[Dataset entries]
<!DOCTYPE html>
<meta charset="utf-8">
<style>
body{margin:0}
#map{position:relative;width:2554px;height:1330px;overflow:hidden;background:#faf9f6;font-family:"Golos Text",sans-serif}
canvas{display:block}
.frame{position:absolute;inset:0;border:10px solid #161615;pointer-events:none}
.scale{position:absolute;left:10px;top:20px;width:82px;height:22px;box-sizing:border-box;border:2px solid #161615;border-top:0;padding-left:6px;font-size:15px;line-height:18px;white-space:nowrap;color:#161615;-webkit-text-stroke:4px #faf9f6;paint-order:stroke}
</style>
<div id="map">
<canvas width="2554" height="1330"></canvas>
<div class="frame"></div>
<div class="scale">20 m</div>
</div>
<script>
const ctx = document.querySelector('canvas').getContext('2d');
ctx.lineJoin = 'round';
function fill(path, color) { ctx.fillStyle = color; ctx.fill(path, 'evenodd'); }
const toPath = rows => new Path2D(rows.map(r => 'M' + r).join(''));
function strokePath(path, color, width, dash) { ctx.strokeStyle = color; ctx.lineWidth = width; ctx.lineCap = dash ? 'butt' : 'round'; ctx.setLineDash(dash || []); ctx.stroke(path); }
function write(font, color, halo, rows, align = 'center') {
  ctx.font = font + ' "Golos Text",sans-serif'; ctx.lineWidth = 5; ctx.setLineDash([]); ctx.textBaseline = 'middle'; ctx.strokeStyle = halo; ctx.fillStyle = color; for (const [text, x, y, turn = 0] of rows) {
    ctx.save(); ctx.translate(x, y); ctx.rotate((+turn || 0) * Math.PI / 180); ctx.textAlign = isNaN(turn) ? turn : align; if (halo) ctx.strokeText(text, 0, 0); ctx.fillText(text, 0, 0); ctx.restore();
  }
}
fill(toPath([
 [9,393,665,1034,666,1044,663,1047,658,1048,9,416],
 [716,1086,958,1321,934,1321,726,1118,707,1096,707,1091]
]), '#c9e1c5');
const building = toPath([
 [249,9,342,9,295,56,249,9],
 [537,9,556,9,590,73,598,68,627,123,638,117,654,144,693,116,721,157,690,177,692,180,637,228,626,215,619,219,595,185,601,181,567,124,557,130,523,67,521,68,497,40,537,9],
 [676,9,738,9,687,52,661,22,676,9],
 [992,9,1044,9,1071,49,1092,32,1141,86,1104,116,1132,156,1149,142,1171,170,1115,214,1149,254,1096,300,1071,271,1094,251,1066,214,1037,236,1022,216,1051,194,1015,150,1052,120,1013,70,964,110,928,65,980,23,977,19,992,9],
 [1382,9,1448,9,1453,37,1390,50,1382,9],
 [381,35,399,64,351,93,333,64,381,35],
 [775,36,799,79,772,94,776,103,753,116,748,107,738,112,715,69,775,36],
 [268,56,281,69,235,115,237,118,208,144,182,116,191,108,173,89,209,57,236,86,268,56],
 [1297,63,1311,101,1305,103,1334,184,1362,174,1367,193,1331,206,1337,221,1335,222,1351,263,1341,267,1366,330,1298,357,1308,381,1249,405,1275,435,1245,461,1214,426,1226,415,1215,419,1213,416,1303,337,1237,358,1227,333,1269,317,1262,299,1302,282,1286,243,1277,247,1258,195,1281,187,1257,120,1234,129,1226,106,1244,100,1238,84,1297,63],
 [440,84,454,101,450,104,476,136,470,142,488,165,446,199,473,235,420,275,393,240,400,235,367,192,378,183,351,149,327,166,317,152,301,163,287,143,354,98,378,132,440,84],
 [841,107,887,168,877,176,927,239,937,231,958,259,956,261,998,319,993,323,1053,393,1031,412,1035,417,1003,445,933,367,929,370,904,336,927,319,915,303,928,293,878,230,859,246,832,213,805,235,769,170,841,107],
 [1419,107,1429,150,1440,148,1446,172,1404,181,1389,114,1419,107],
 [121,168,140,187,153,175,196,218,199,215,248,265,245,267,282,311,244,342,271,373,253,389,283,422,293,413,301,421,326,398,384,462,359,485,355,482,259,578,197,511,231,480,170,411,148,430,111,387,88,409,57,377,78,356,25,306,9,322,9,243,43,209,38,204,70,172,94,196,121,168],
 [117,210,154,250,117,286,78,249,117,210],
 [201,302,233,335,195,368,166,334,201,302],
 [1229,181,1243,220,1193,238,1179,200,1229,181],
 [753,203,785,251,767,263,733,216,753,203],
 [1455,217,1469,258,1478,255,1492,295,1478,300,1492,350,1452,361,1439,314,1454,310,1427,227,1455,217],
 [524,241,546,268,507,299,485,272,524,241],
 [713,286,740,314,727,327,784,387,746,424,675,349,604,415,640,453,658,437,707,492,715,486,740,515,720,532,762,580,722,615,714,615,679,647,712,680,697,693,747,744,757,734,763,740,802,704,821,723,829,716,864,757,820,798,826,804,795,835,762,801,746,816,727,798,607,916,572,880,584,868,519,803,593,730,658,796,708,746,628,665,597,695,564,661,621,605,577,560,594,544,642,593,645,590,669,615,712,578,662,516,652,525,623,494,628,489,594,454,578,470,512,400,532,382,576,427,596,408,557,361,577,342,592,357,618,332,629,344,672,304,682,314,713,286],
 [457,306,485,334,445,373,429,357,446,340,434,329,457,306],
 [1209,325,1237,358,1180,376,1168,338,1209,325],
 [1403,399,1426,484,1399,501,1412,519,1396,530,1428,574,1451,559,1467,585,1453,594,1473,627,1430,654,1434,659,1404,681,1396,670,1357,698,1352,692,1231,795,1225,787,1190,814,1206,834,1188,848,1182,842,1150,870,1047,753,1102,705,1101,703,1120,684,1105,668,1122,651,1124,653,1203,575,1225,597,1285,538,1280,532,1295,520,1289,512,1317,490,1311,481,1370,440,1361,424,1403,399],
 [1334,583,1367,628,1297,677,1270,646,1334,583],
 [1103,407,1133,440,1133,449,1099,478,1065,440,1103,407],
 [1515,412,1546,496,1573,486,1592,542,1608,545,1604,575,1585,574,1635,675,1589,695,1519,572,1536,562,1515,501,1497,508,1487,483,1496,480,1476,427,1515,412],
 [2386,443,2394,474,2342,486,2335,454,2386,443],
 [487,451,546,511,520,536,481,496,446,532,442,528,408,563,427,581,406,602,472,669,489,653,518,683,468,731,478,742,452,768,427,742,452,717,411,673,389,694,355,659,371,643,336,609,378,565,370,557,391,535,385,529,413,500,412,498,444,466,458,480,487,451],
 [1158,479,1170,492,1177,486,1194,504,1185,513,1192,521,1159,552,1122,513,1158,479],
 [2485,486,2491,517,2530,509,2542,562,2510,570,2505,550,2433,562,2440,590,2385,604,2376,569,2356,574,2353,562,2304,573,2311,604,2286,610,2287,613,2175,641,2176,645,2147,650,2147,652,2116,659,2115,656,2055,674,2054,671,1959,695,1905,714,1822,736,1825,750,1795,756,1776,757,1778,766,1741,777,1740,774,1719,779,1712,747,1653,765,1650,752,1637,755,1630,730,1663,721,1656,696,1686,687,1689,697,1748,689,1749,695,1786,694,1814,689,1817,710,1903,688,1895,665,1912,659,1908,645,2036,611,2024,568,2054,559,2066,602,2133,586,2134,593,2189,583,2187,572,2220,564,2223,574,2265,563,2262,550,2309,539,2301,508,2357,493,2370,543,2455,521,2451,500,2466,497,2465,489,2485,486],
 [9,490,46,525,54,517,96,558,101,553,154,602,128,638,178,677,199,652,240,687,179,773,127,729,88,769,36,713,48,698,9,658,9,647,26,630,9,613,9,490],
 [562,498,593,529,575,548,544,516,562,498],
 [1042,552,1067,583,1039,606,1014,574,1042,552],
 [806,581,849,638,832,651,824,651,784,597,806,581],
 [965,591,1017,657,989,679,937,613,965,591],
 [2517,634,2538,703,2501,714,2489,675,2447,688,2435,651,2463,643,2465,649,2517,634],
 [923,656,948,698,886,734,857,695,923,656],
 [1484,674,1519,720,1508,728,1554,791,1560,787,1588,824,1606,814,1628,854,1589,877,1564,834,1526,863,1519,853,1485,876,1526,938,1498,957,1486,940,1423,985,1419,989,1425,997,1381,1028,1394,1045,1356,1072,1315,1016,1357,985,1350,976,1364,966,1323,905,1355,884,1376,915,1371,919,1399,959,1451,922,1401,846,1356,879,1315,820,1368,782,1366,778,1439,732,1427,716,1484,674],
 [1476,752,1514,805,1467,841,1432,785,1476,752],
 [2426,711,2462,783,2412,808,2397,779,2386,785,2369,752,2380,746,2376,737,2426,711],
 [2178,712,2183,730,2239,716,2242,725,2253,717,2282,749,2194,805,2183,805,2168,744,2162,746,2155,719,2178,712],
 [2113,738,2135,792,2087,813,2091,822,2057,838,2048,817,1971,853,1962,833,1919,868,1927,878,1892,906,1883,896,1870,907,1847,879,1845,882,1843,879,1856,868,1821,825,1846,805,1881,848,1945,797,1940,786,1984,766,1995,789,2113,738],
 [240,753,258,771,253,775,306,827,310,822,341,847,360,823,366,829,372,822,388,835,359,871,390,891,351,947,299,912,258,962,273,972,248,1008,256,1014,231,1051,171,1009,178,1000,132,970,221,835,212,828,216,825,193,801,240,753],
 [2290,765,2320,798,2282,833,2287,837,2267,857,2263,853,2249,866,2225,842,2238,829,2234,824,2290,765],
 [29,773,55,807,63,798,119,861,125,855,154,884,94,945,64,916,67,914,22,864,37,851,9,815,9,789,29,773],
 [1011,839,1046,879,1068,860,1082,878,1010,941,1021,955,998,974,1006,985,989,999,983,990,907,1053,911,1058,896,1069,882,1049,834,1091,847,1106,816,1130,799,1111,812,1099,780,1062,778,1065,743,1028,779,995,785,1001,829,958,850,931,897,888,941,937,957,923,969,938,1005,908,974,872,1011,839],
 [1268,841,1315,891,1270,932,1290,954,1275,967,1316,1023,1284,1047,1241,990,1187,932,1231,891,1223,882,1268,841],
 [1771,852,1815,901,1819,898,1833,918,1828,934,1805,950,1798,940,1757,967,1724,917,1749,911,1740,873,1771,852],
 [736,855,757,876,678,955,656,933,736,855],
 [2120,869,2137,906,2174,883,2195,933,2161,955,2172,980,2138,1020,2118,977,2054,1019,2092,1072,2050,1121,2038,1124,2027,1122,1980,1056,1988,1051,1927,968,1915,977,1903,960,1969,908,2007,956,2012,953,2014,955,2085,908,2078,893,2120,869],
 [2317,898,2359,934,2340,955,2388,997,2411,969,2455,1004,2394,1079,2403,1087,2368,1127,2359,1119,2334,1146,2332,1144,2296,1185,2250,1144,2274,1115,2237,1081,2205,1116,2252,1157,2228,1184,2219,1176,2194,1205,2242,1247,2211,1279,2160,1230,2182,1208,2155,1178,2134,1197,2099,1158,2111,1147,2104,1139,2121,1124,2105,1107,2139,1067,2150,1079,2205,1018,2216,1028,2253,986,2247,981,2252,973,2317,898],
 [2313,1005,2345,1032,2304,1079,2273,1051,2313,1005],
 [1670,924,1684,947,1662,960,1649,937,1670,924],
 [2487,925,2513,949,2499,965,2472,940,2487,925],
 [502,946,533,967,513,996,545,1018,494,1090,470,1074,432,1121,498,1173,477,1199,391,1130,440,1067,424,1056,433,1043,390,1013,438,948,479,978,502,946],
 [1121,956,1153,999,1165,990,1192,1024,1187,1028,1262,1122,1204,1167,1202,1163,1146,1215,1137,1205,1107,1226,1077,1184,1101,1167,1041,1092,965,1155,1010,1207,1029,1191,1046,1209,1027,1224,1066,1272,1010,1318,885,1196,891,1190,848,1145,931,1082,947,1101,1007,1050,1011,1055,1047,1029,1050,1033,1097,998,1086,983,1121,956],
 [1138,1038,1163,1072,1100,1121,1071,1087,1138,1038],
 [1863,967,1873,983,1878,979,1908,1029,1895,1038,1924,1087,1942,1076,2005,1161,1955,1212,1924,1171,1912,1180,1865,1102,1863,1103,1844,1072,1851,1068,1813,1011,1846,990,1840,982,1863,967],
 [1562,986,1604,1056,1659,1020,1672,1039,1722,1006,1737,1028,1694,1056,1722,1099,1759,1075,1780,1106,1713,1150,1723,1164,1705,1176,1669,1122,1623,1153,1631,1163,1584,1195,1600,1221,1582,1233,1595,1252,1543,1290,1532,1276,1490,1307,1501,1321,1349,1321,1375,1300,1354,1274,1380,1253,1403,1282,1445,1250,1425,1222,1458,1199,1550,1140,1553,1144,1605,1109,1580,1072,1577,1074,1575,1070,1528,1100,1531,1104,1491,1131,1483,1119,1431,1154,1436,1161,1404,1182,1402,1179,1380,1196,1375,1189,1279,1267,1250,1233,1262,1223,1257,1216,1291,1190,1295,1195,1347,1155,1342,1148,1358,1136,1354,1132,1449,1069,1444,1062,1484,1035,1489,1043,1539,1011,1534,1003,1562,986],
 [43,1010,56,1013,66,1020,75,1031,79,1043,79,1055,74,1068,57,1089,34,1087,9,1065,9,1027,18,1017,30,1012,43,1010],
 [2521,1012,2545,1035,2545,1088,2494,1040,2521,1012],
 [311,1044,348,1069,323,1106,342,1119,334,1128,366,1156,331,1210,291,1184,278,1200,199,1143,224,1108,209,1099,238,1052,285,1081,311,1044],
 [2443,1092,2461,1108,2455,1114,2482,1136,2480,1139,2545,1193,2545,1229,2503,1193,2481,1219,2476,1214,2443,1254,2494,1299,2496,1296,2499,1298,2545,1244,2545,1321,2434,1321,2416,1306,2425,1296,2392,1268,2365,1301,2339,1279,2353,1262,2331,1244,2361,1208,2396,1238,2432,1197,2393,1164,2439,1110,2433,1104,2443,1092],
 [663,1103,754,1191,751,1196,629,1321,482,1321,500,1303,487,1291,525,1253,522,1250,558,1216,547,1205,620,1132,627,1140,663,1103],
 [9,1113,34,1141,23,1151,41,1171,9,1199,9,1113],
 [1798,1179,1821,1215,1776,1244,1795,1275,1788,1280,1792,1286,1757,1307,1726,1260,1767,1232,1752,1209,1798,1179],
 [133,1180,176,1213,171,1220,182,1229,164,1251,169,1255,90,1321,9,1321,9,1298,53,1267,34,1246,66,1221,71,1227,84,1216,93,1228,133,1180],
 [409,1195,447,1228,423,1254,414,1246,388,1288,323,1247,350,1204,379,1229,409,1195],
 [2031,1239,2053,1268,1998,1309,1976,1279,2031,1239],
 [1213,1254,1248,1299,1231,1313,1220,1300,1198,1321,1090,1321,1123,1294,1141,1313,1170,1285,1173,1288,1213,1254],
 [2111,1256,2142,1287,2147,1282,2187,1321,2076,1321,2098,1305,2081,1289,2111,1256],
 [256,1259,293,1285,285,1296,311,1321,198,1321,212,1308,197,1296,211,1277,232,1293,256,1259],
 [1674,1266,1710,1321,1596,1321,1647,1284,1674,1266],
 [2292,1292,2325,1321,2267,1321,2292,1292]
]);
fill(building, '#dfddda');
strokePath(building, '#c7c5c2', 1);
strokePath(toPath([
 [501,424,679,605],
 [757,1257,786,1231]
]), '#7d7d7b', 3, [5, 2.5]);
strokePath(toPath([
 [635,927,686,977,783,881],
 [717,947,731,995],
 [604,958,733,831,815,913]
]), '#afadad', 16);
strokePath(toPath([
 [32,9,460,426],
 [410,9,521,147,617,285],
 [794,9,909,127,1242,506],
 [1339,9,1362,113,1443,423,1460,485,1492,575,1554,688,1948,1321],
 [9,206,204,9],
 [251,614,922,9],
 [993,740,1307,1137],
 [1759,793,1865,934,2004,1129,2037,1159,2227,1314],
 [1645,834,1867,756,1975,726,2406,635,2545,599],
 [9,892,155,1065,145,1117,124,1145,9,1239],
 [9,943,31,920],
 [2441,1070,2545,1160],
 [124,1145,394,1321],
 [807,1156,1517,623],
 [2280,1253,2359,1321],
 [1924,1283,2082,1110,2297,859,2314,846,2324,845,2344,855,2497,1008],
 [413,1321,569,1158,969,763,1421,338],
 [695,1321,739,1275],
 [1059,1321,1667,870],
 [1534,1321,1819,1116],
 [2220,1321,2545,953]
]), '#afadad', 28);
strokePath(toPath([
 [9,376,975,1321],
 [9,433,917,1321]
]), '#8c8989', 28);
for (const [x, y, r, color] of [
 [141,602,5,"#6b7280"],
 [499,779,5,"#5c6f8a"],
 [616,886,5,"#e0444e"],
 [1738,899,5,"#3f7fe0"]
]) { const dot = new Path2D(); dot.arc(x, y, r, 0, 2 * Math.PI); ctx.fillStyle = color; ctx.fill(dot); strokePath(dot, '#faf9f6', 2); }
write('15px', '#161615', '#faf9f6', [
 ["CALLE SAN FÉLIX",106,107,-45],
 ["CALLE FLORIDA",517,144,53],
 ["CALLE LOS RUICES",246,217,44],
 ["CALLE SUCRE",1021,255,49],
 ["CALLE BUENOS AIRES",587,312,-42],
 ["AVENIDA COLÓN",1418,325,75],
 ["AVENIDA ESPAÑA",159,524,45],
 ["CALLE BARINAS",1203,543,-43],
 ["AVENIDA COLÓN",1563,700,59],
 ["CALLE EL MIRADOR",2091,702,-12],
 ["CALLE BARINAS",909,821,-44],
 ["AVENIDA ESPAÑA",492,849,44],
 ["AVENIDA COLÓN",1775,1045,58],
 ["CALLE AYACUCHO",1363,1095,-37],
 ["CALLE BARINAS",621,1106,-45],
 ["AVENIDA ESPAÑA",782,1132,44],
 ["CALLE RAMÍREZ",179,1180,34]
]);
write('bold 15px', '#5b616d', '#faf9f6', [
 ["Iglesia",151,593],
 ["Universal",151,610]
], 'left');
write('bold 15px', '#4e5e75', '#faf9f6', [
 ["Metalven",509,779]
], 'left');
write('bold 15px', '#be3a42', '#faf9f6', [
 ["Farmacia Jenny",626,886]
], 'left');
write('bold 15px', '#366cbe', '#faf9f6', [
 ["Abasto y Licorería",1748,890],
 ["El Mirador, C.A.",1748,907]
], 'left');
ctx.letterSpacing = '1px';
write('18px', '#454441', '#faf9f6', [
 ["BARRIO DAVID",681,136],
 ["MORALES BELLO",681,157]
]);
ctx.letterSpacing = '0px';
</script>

Problem to solve
Determine the count of lines in the data above with the string "halo" in them, and give that count alone.

Task answer
3